== What is being asked ==
The answer must be every line below that contains the string "lists".

---------- Study material

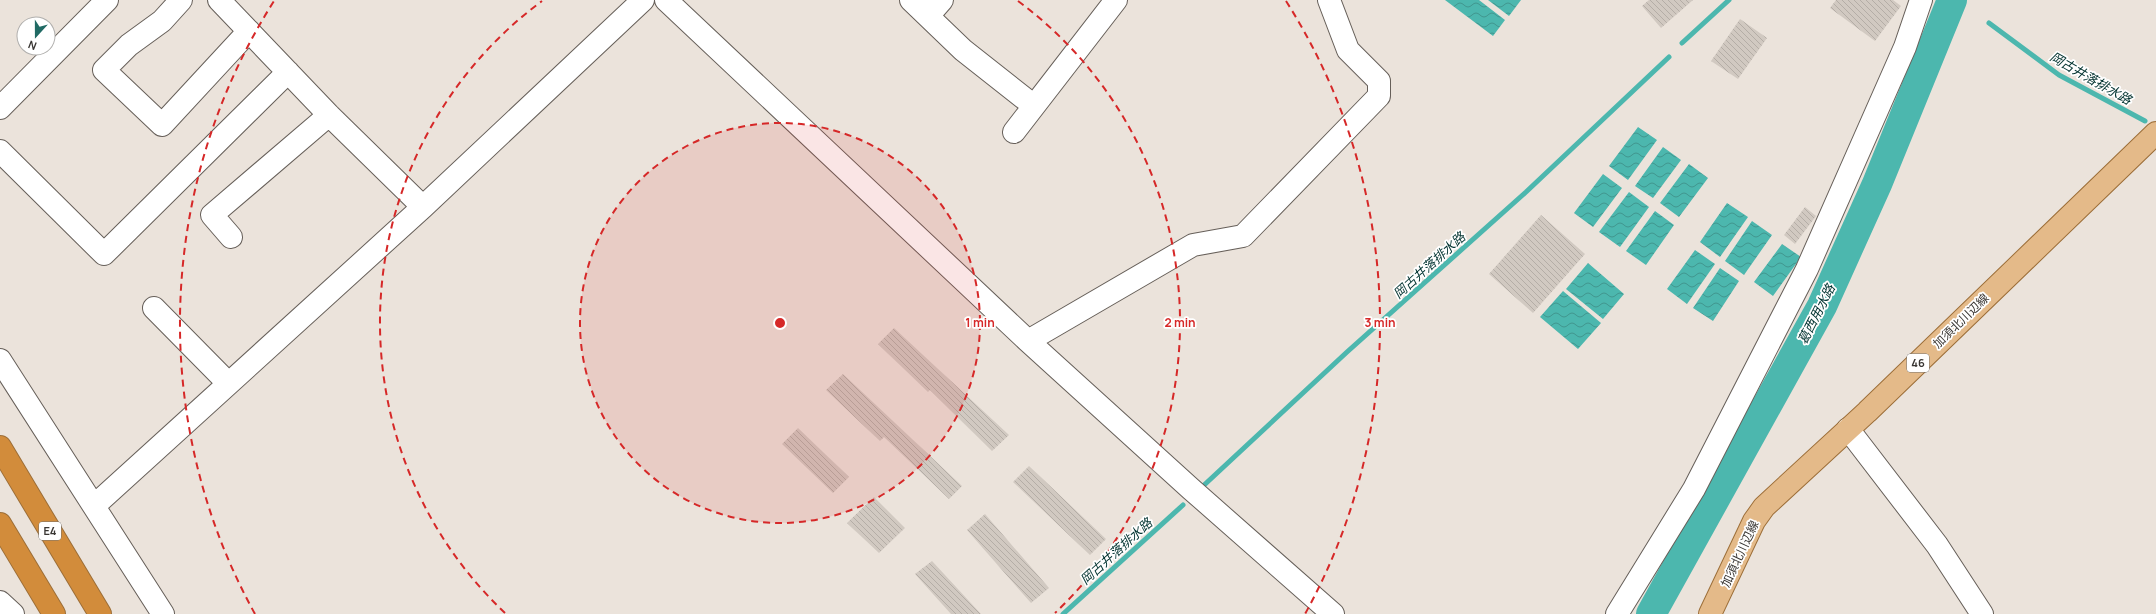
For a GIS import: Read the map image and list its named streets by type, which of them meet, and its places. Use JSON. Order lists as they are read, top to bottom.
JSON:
{
  "streets": {
    "highway": ["E4"],
    "main road": ["加須北川辺線", "46"]
  },
  "water": ["岡古井落排水路", "葛西用水路"],
  "north": "bottom",
  "rings": ["1 min", "2 min", "3 min"]
}
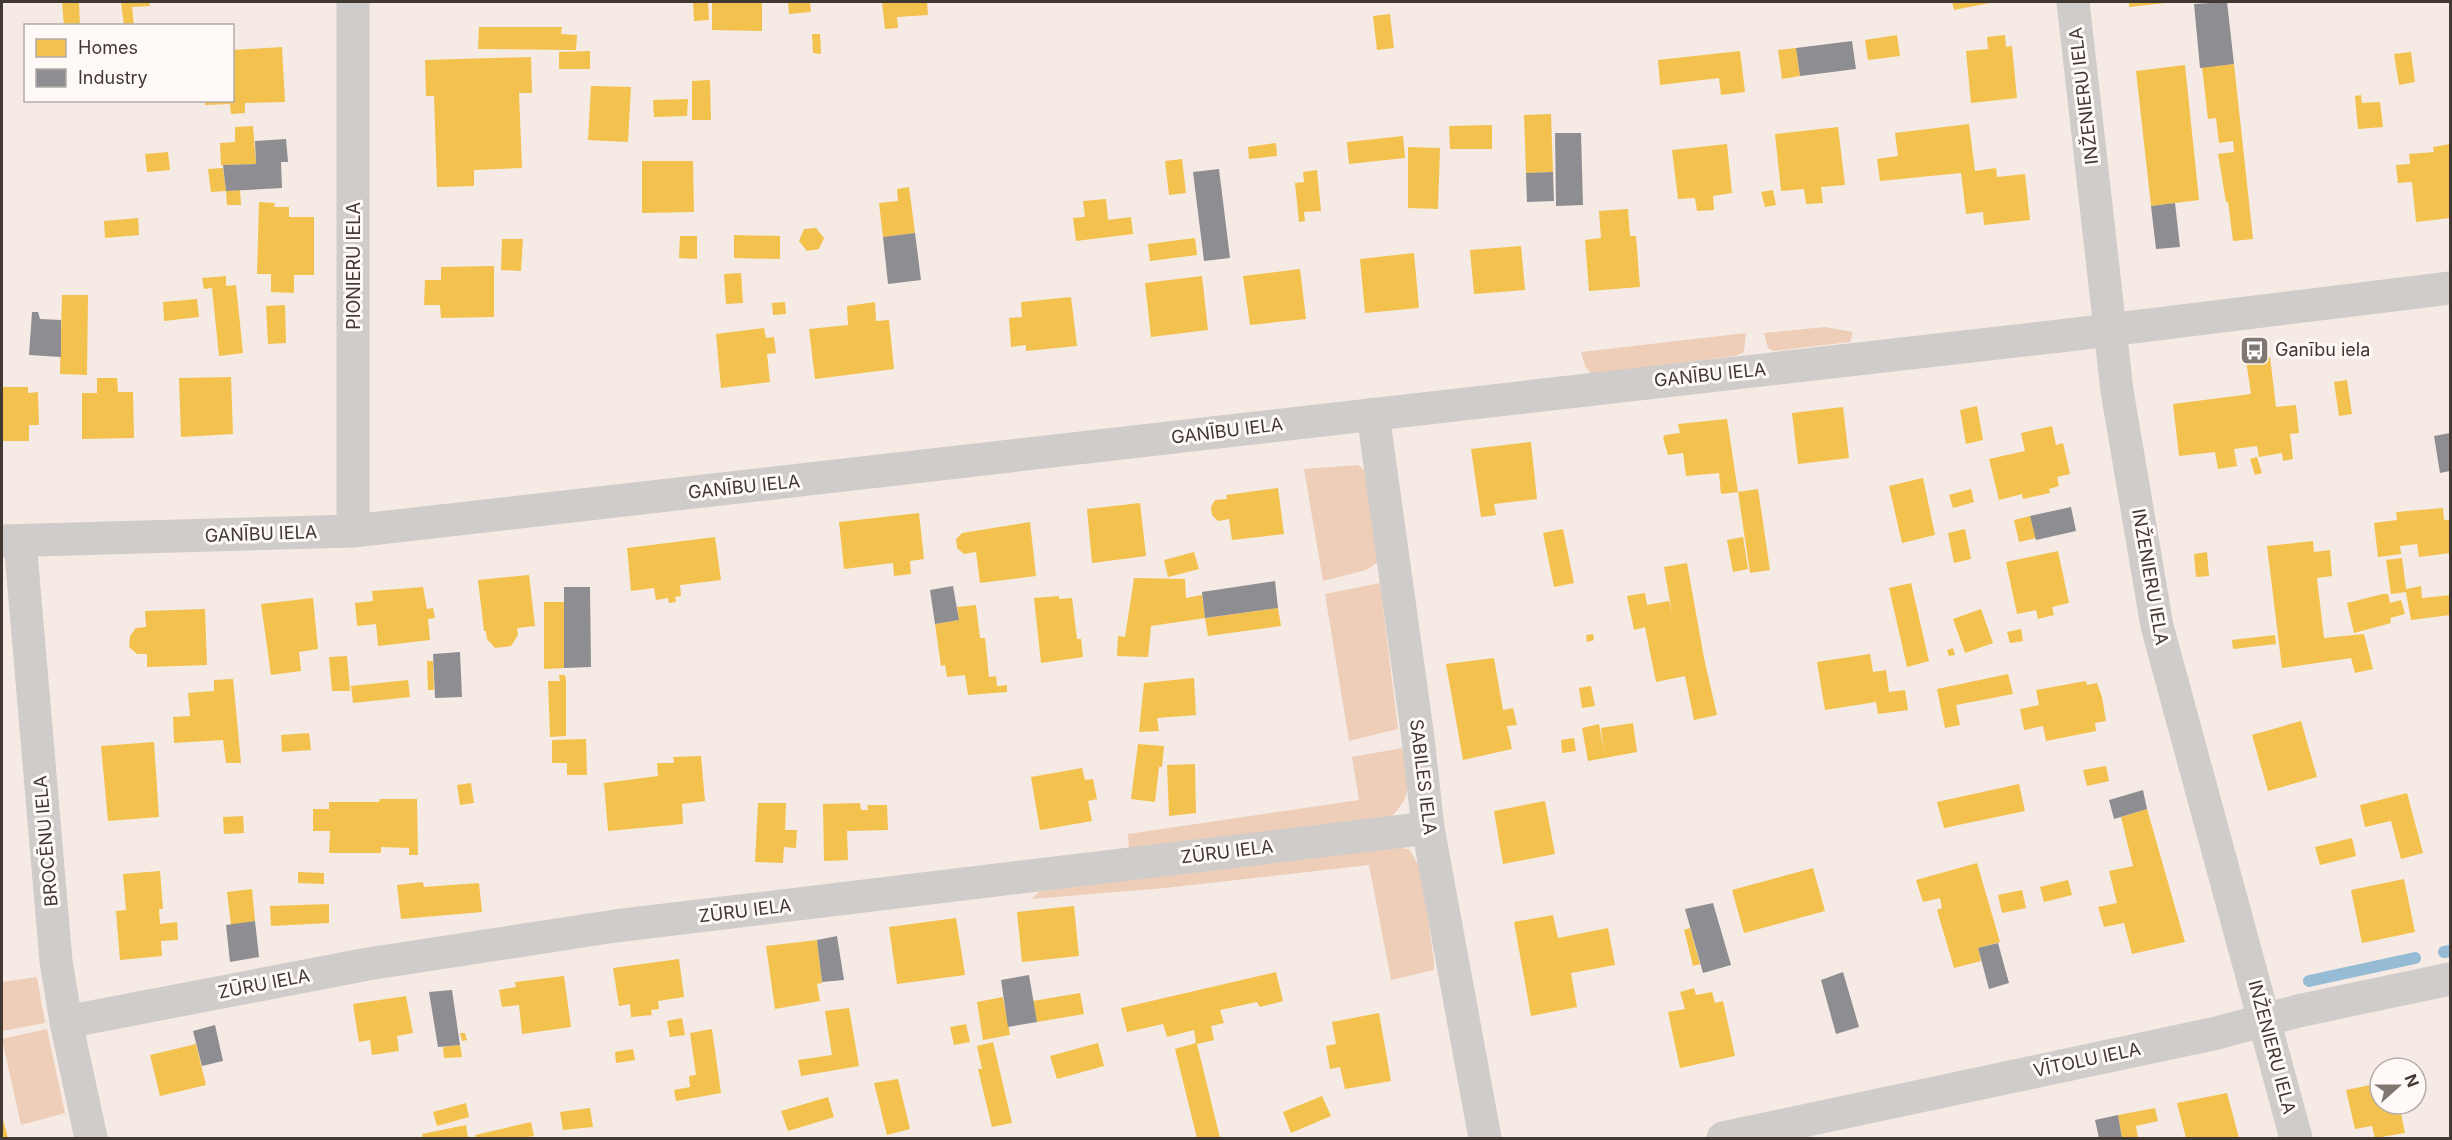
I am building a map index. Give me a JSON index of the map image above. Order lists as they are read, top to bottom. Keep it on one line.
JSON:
{"streets":{"street":["INŽENIERU IELA","PIONIERU IELA","GANĪBU IELA","SABILES IELA","BROCĒNU IELA","ZŪRU IELA","VĪTOLU IELA"]},"crossings":[["INŽENIERU IELA","GANĪBU IELA"],["INŽENIERU IELA","VĪTOLU IELA"],["PIONIERU IELA","GANĪBU IELA"],["GANĪBU IELA","SABILES IELA"],["GANĪBU IELA","BROCĒNU IELA"],["SABILES IELA","ZŪRU IELA"],["BROCĒNU IELA","ZŪRU IELA"]],"places":{"bus stop":["Ganību iela"]},"legend":["Homes","Industry"],"north":"right"}
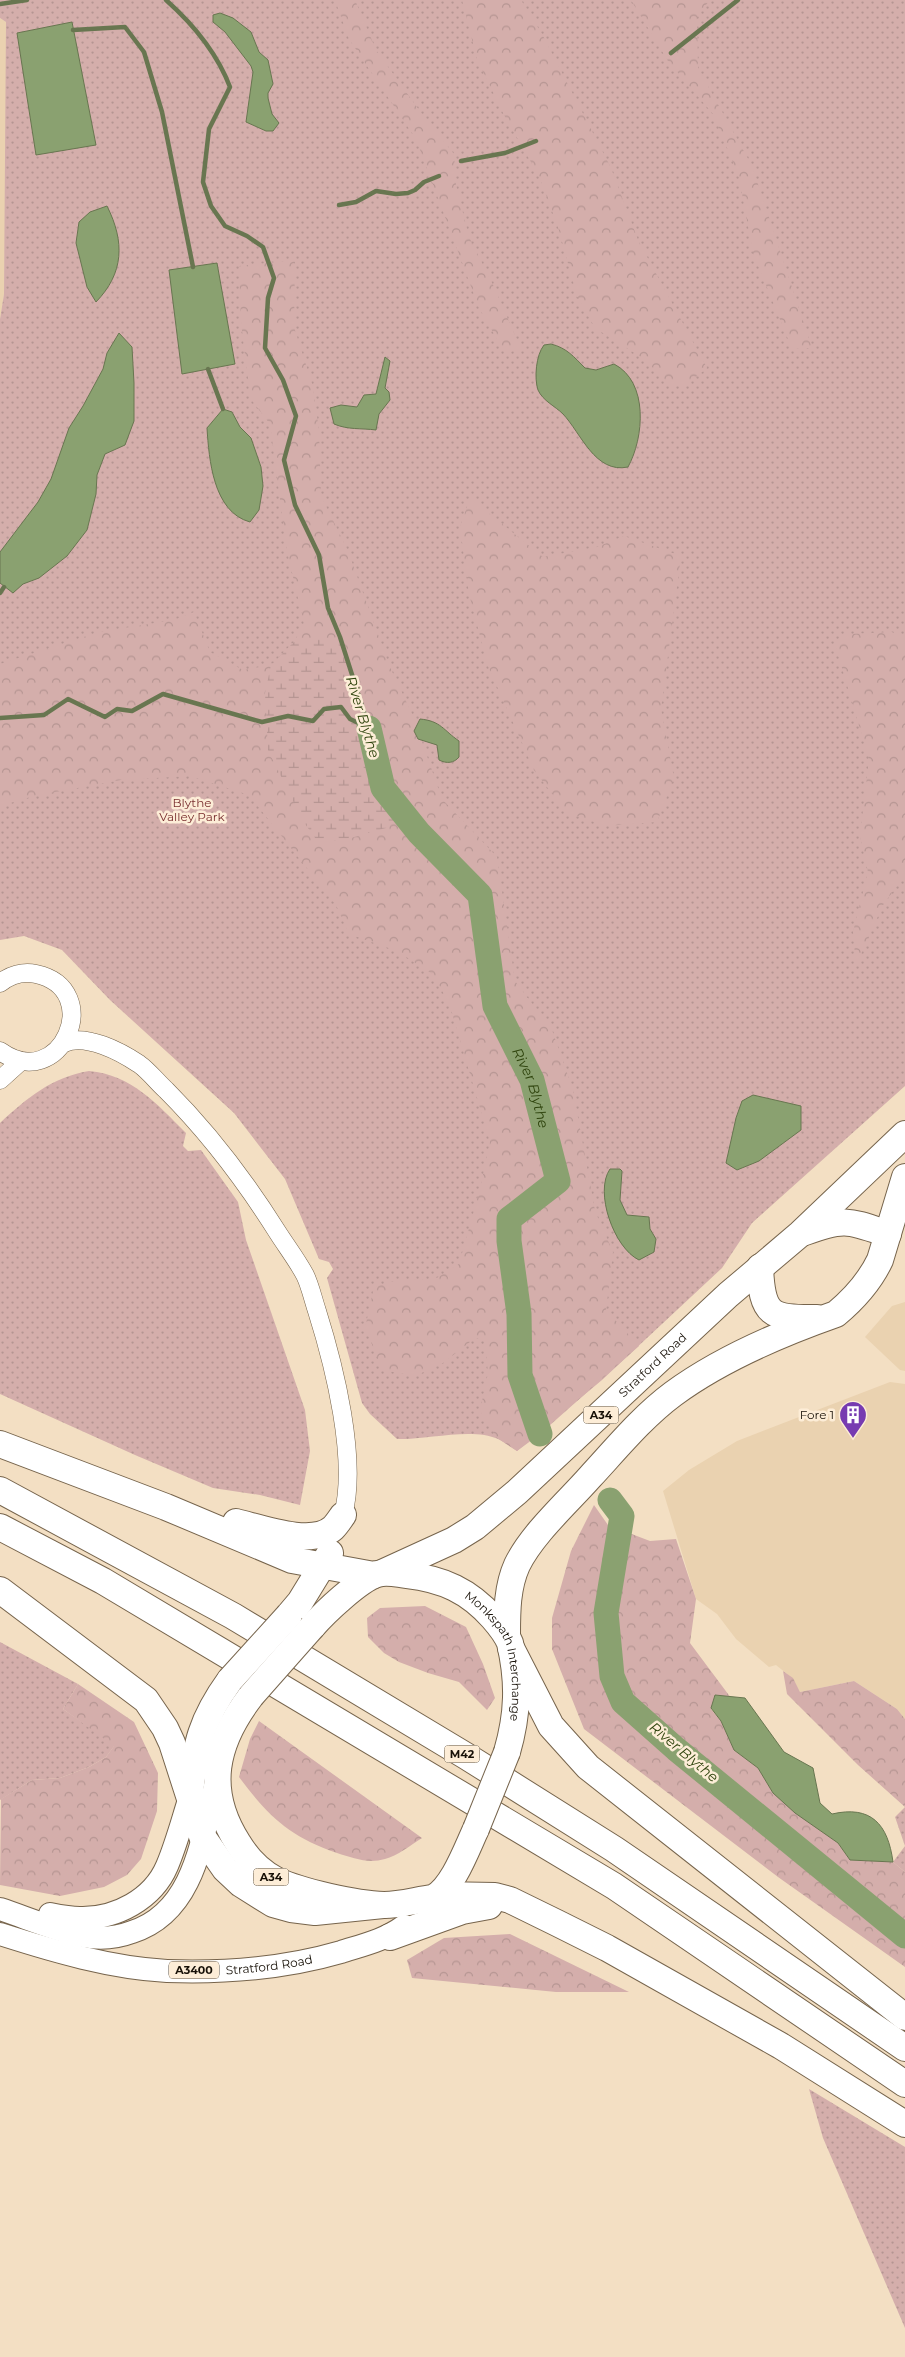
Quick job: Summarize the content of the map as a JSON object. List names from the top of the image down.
{
  "streets": {
    "highway": [
      "Stratford Road",
      "A34",
      "Monkspath Interchange",
      "M42"
    ],
    "main road": ["A3400"]
  },
  "crossings": [
    ["Stratford Road", "A34"],
    ["Stratford Road", "Monkspath Interchange"],
    ["A34", "Monkspath Interchange"]
  ],
  "water": ["River Blythe"],
  "parks": ["Blythe Valley Park"],
  "places": {
    "building": ["Fore 1"]
  }
}
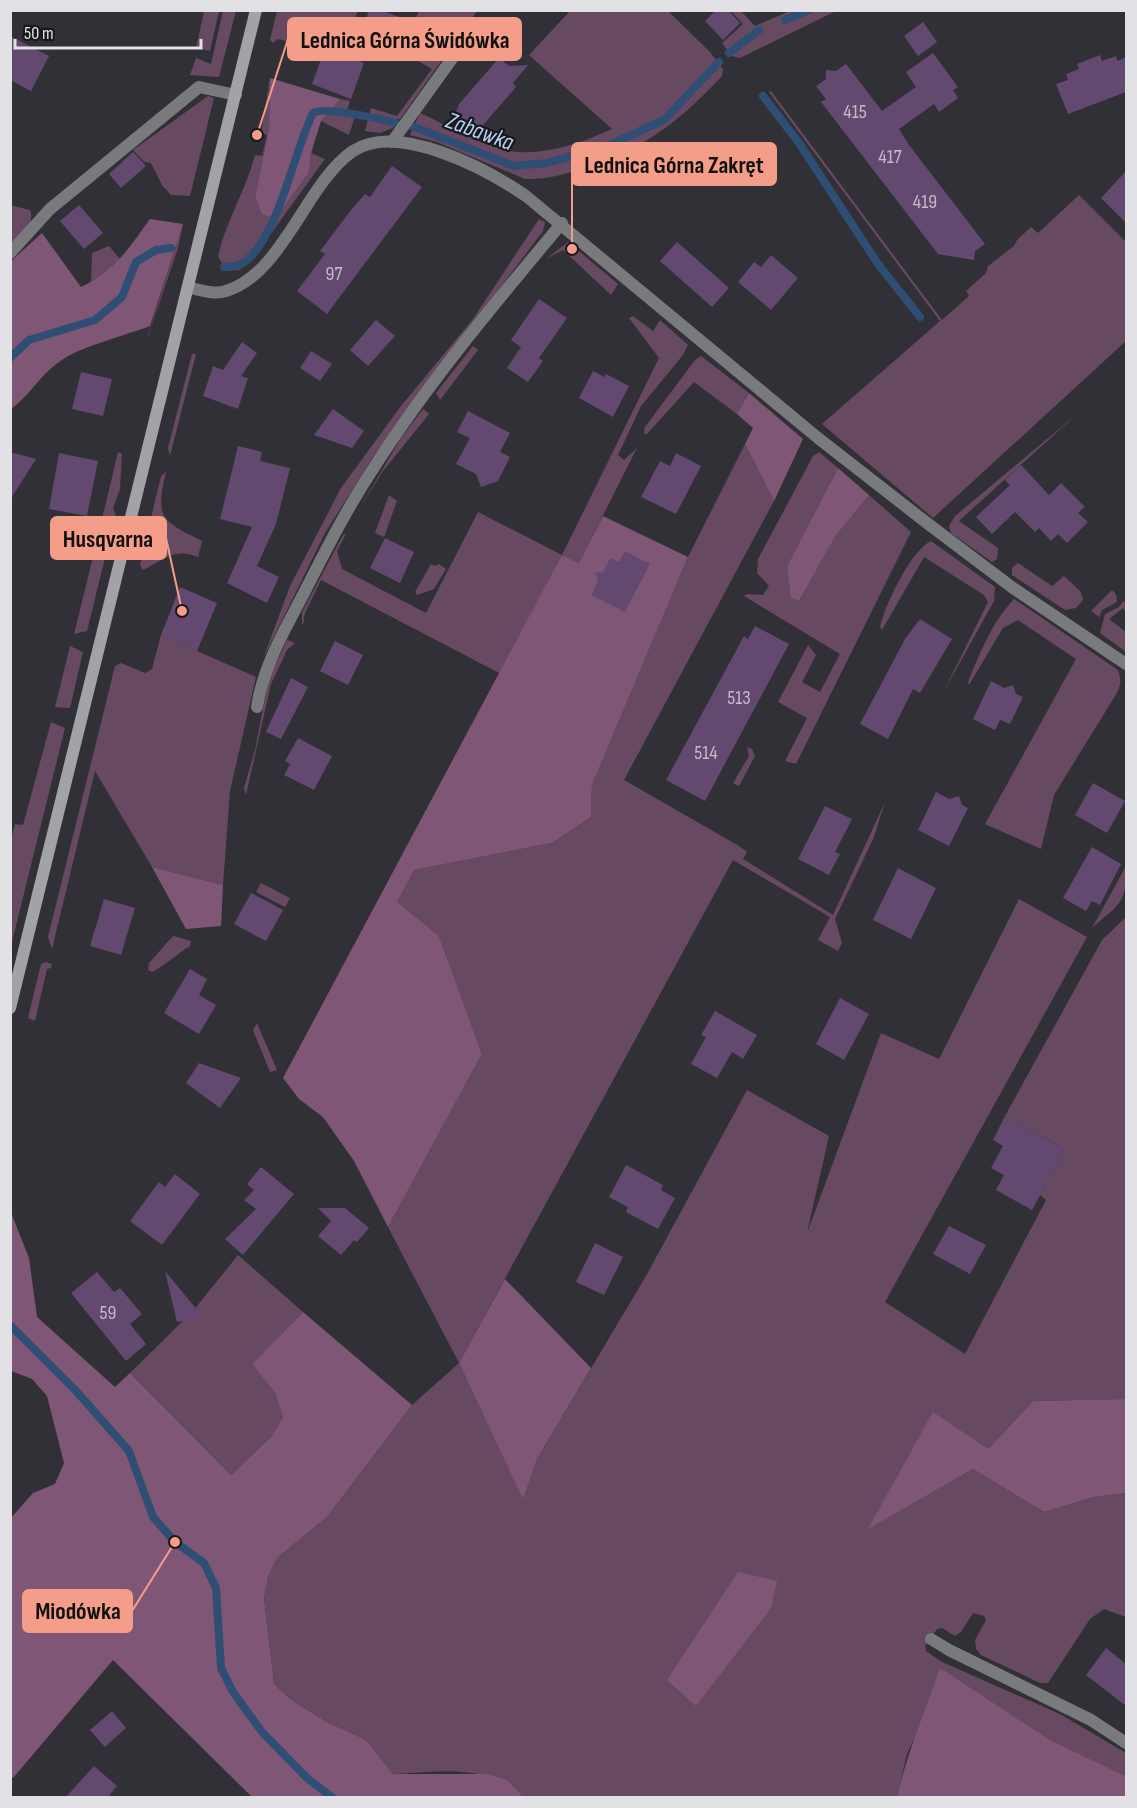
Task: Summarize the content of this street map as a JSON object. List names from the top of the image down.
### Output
{
  "water": ["Zabawka"],
  "places": [
    "Lednica Górna Świdówka",
    "Lednica Górna Zakręt",
    "Husqvarna",
    "Miodówka"
  ],
  "house_numbers": [
    "415",
    "417",
    "419",
    "97",
    "513",
    "514",
    "59"
  ],
  "scale_bar": "50 m"
}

--------------------

== Exercise answer ==
For a GIS import: Read the map image and list its named streets by type, which of them meet, and its places. Use JSON. Order lists as they are read, top to bottom.
I am building a map index. Give me a JSON index of the map image above. Order lists as they are read, top to bottom. Keep it on one line.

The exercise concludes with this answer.